HOW TO COMPLETE THIS TASK
A faithful copy is required. Print each line of the data exactly and omit the pictures.

═══ RECORDS SHOWN

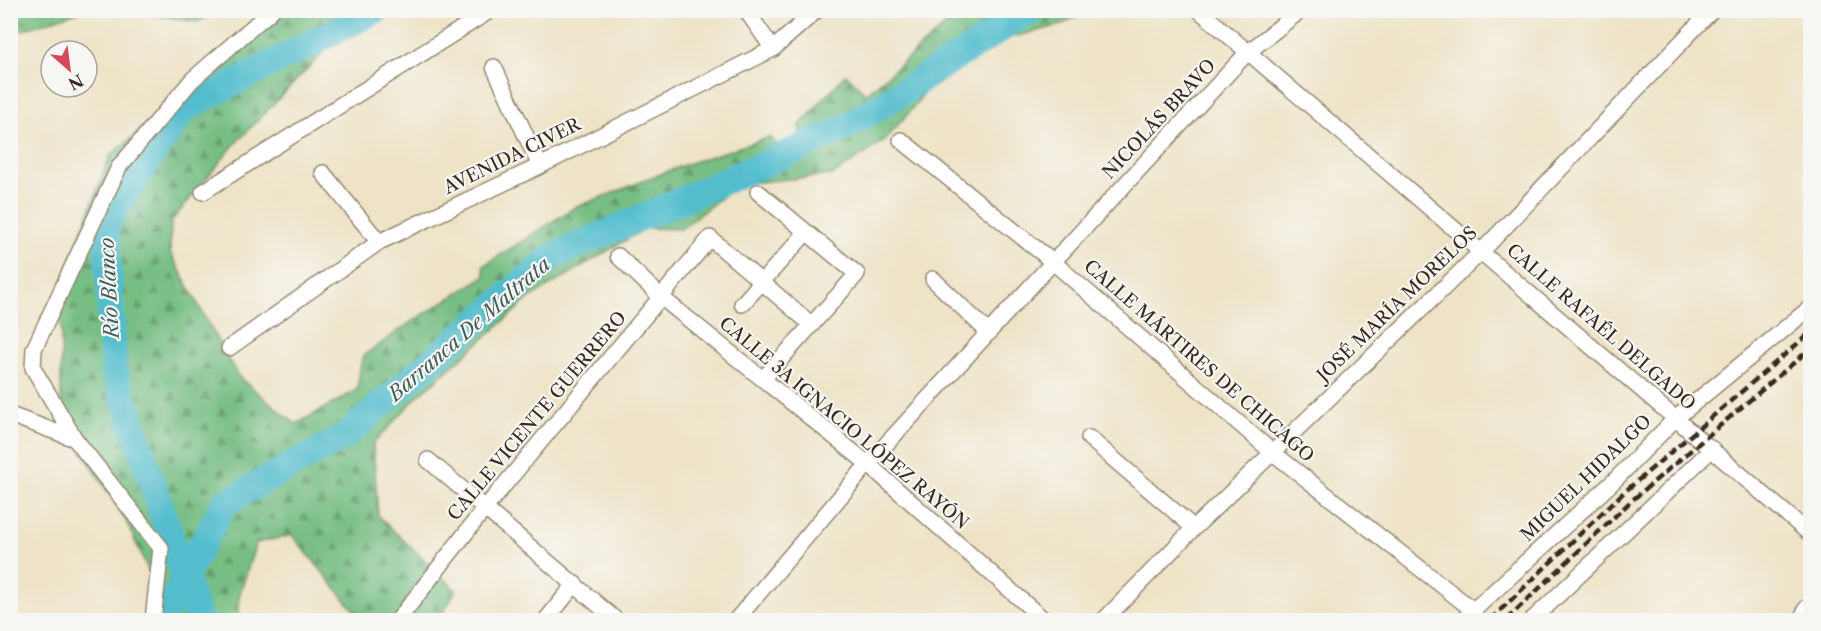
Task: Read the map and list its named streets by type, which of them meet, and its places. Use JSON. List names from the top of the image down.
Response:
{
  "streets": {
    "street": [
      "NICOLÁS BRAVO",
      "AVENIDA CIVER",
      "JOSÉ MARÍA MORELOS",
      "CALLE RAFAÉL DELGADO",
      "CALLE MÁRTIRES DE CHICAGO",
      "CALLE VICENTE GUERRERO",
      "CALLE 3A IGNACIO LÓPEZ RAYÓN",
      "MIGUEL HIDALGO"
    ]
  },
  "crossings": [
    ["NICOLÁS BRAVO", "CALLE RAFAÉL DELGADO"],
    ["NICOLÁS BRAVO", "CALLE MÁRTIRES DE CHICAGO"],
    ["NICOLÁS BRAVO", "CALLE 3A IGNACIO LÓPEZ RAYÓN"],
    ["JOSÉ MARÍA MORELOS", "CALLE RAFAÉL DELGADO"],
    ["JOSÉ MARÍA MORELOS", "CALLE MÁRTIRES DE CHICAGO"],
    ["CALLE RAFAÉL DELGADO", "MIGUEL HIDALGO"],
    ["CALLE MÁRTIRES DE CHICAGO", "MIGUEL HIDALGO"],
    ["CALLE VICENTE GUERRERO", "CALLE 3A IGNACIO LÓPEZ RAYÓN"]
  ],
  "water": ["Río Blanco", "Barranca De Maltrata"],
  "north": "bottom right"
}
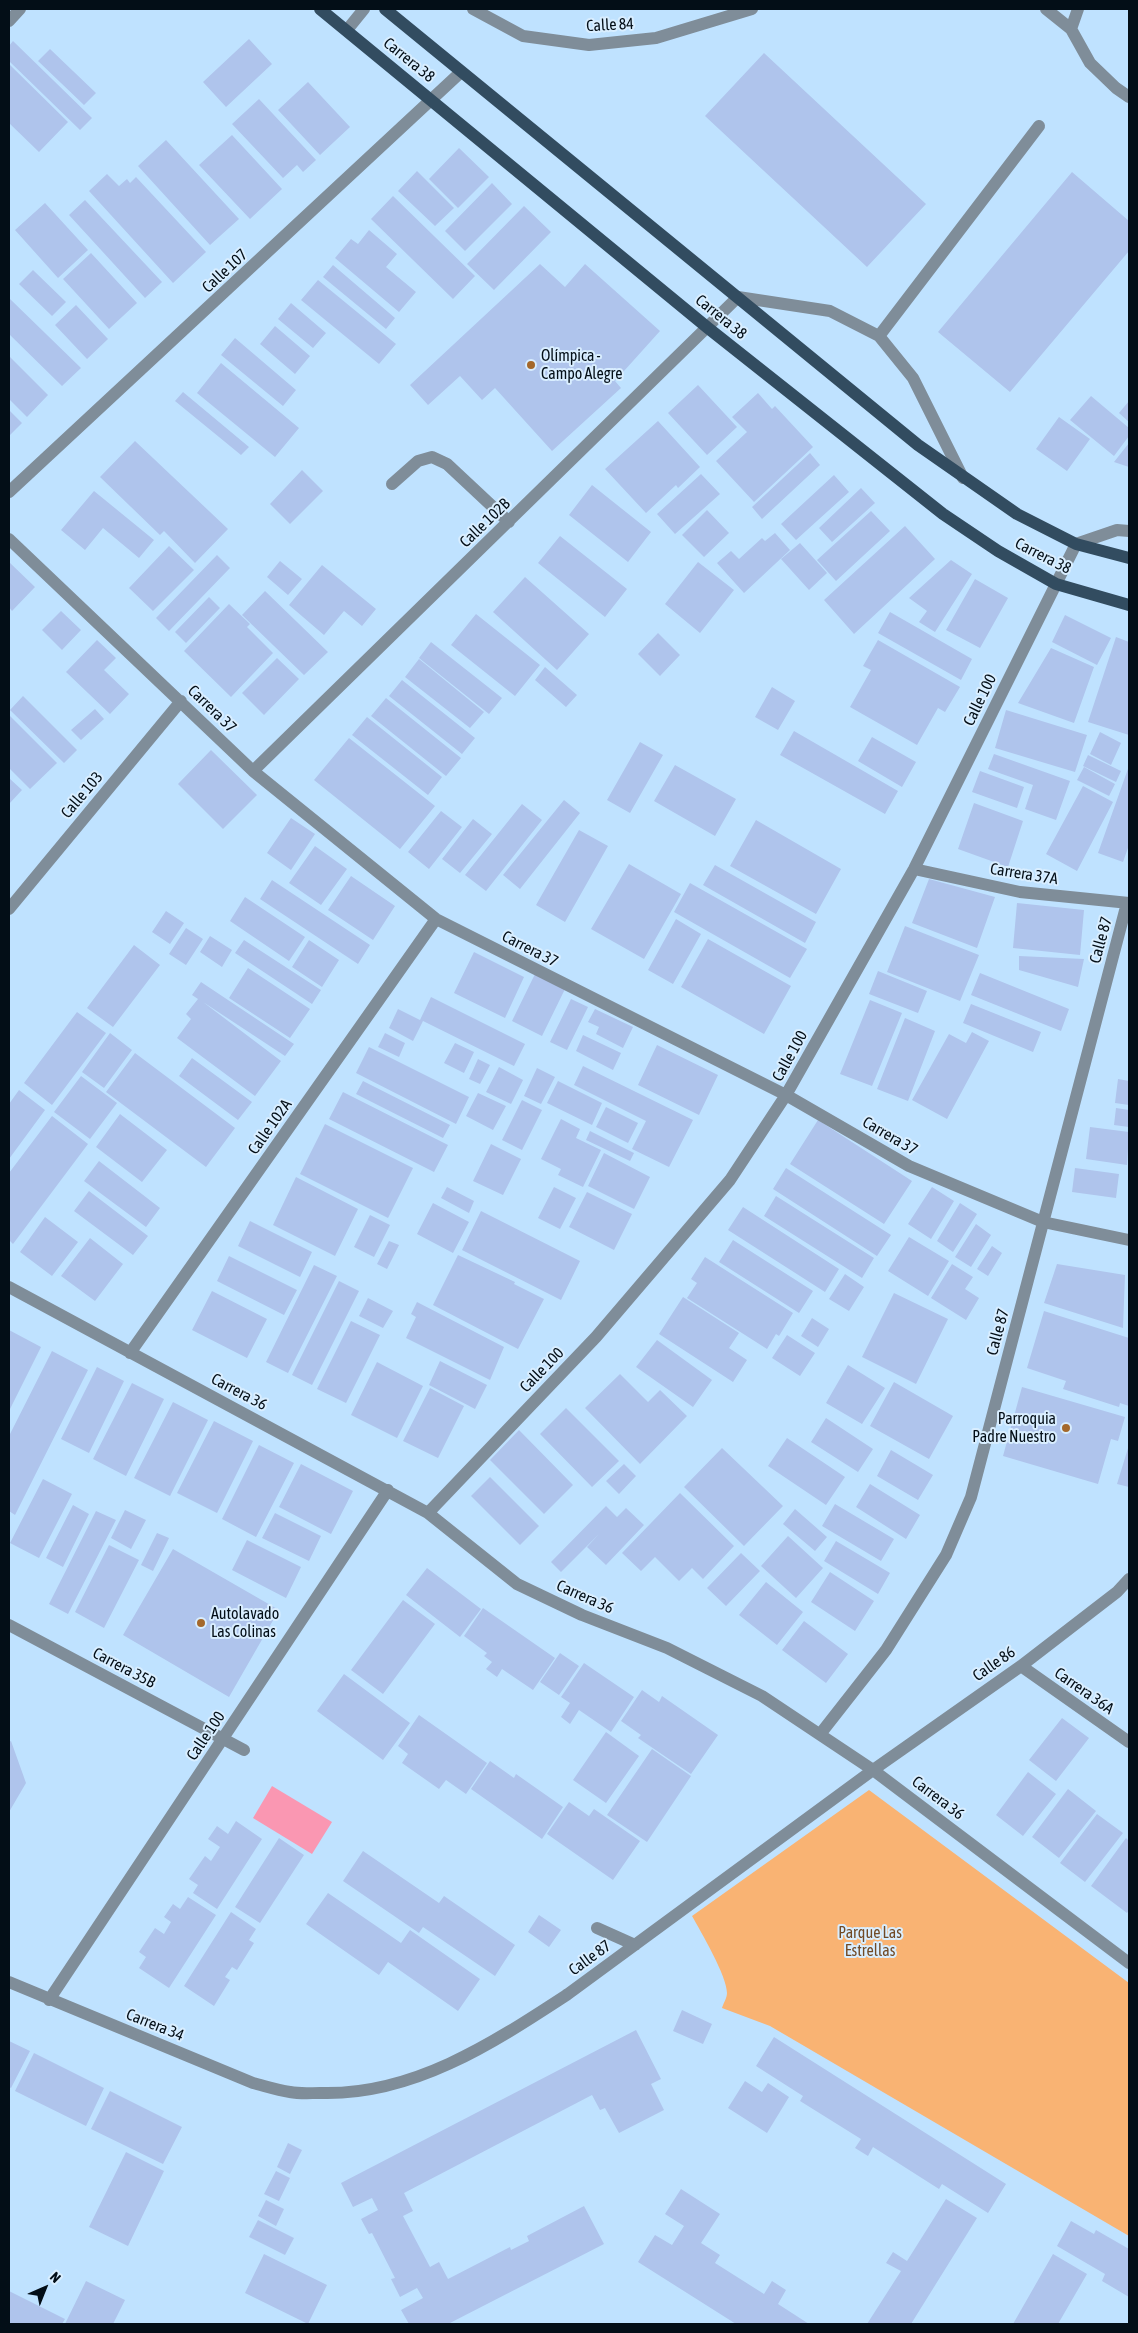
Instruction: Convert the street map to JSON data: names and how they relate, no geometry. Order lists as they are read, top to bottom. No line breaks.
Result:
{"streets":{"main road":["Carrera 38"],"street":["Calle 84","Calle 107","Calle 102B","Calle 100","Carrera 37","Calle 103","Carrera 37A","Calle 87","Calle 102A","Carrera 36","Calle 86","Carrera 35B","Carrera 36A","Carrera 34"]},"crossings":[["Carrera 38","Calle 107"],["Carrera 38","Calle 102B"],["Carrera 38","Calle 100"],["Calle 102B","Carrera 37"],["Calle 100","Carrera 37"],["Calle 100","Carrera 37A"],["Calle 100","Carrera 36"],["Calle 100","Carrera 35B"],["Calle 100","Carrera 34"],["Carrera 37","Calle 103"],["Carrera 37","Calle 87"],["Carrera 37","Calle 102A"],["Carrera 37A","Calle 87"],["Calle 87","Carrera 36"],["Calle 87","Calle 86"],["Calle 87","Carrera 34"],["Calle 102A","Carrera 36"],["Carrera 36","Calle 86"],["Calle 86","Carrera 36A"]],"parks":["Parque Las Estrellas"],"places":["Olímpica - Campo Alegre","Parroquia Padre Nuestro","Autolavado Las Colinas"],"north":"top right"}
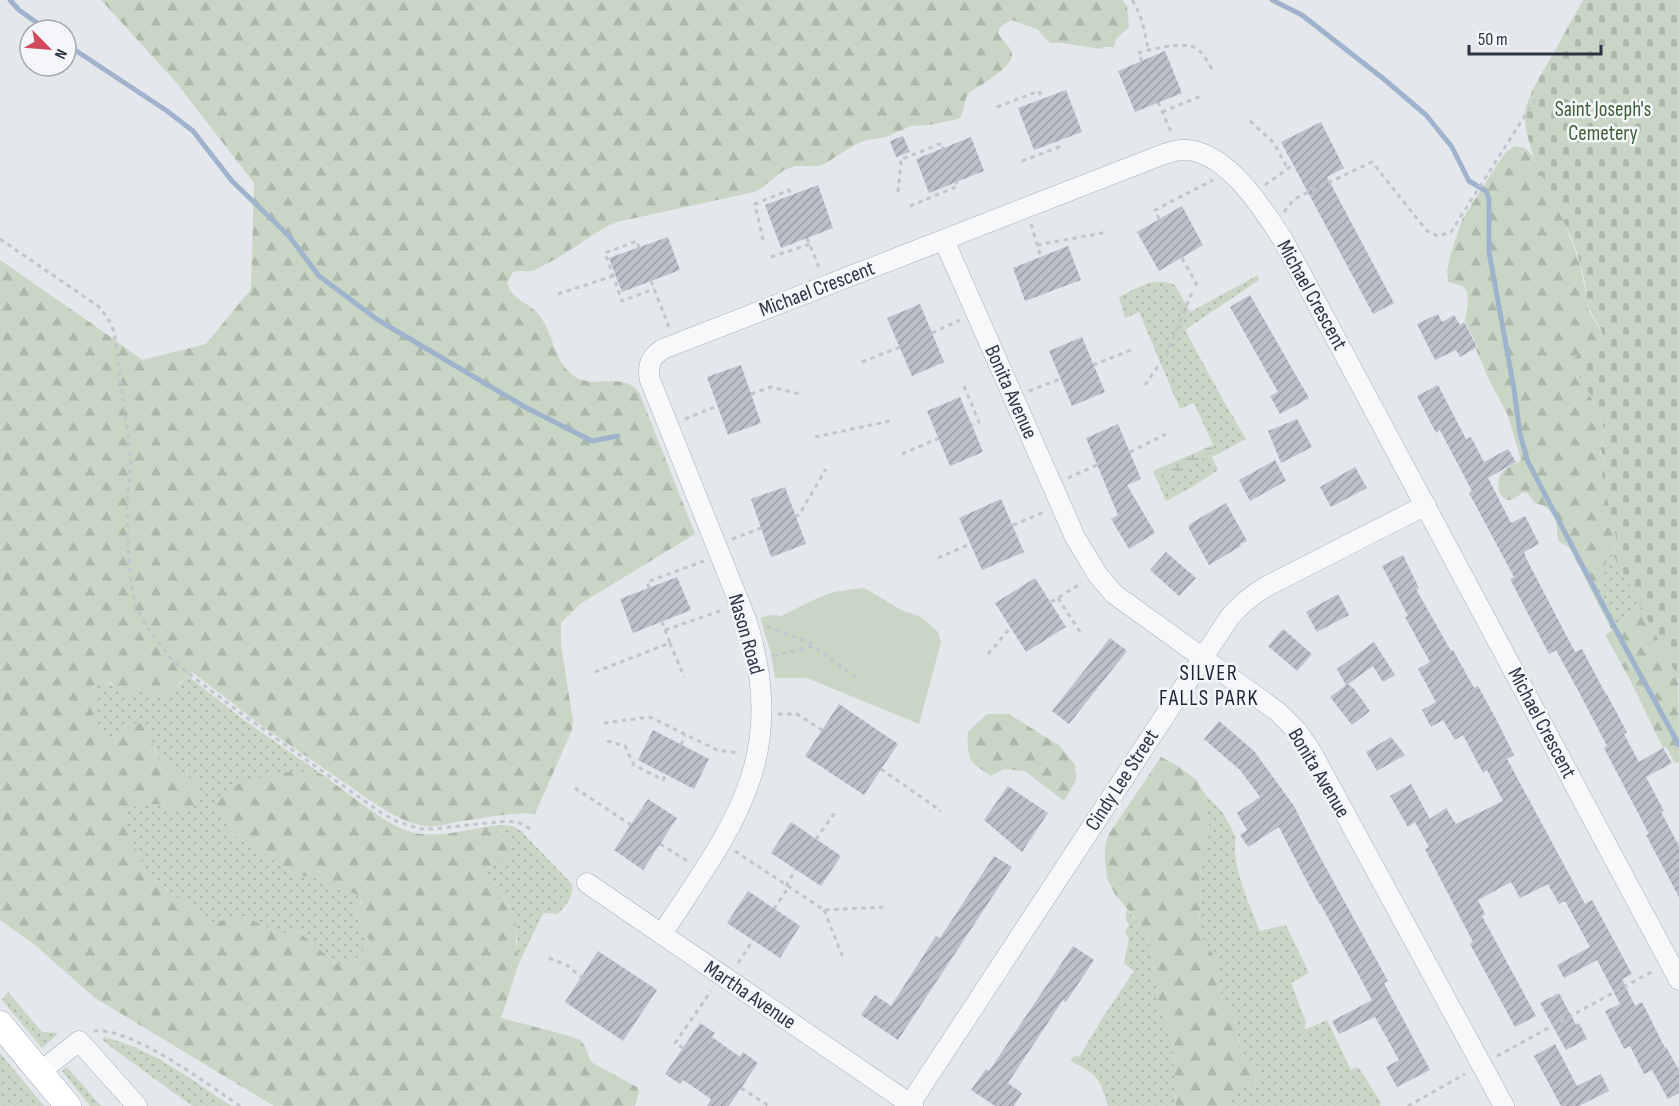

══════

PROBLEM SOLUTION
Task: Read the map and list its named streets by type, which of them meet, and its places. Use JSON. List names from the top of the image down.
Response:
{
  "streets": {
    "street": [
      "NICOLÁS BRAVO",
      "AVENIDA CIVER",
      "JOSÉ MARÍA MORELOS",
      "CALLE RAFAÉL DELGADO",
      "CALLE MÁRTIRES DE CHICAGO",
      "CALLE VICENTE GUERRERO",
      "CALLE 3A IGNACIO LÓPEZ RAYÓN",
      "MIGUEL HIDALGO"
    ]
  },
  "crossings": [
    ["NICOLÁS BRAVO", "CALLE RAFAÉL DELGADO"],
    ["NICOLÁS BRAVO", "CALLE MÁRTIRES DE CHICAGO"],
    ["NICOLÁS BRAVO", "CALLE 3A IGNACIO LÓPEZ RAYÓN"],
    ["JOSÉ MARÍA MORELOS", "CALLE RAFAÉL DELGADO"],
    ["JOSÉ MARÍA MORELOS", "CALLE MÁRTIRES DE CHICAGO"],
    ["CALLE RAFAÉL DELGADO", "MIGUEL HIDALGO"],
    ["CALLE MÁRTIRES DE CHICAGO", "MIGUEL HIDALGO"],
    ["CALLE VICENTE GUERRERO", "CALLE 3A IGNACIO LÓPEZ RAYÓN"]
  ],
  "water": ["Río Blanco", "Barranca De Maltrata"],
  "north": "bottom right"
}
Instruction: Convert the street map to JSON data: names and how they relate, no geometry. Order lists as they are read, top to bottom. No line breaks.
Result:
{"streets":{"main road":["Carrera 38"],"street":["Calle 84","Calle 107","Calle 102B","Calle 100","Carrera 37","Calle 103","Carrera 37A","Calle 87","Calle 102A","Carrera 36","Calle 86","Carrera 35B","Carrera 36A","Carrera 34"]},"crossings":[["Carrera 38","Calle 107"],["Carrera 38","Calle 102B"],["Carrera 38","Calle 100"],["Calle 102B","Carrera 37"],["Calle 100","Carrera 37"],["Calle 100","Carrera 37A"],["Calle 100","Carrera 36"],["Calle 100","Carrera 35B"],["Calle 100","Carrera 34"],["Carrera 37","Calle 103"],["Carrera 37","Calle 87"],["Carrera 37","Calle 102A"],["Carrera 37A","Calle 87"],["Calle 87","Carrera 36"],["Calle 87","Calle 86"],["Calle 87","Carrera 34"],["Calle 102A","Carrera 36"],["Carrera 36","Calle 86"],["Calle 86","Carrera 36A"]],"parks":["Parque Las Estrellas"],"places":["Olímpica - Campo Alegre","Parroquia Padre Nuestro","Autolavado Las Colinas"],"north":"top right"}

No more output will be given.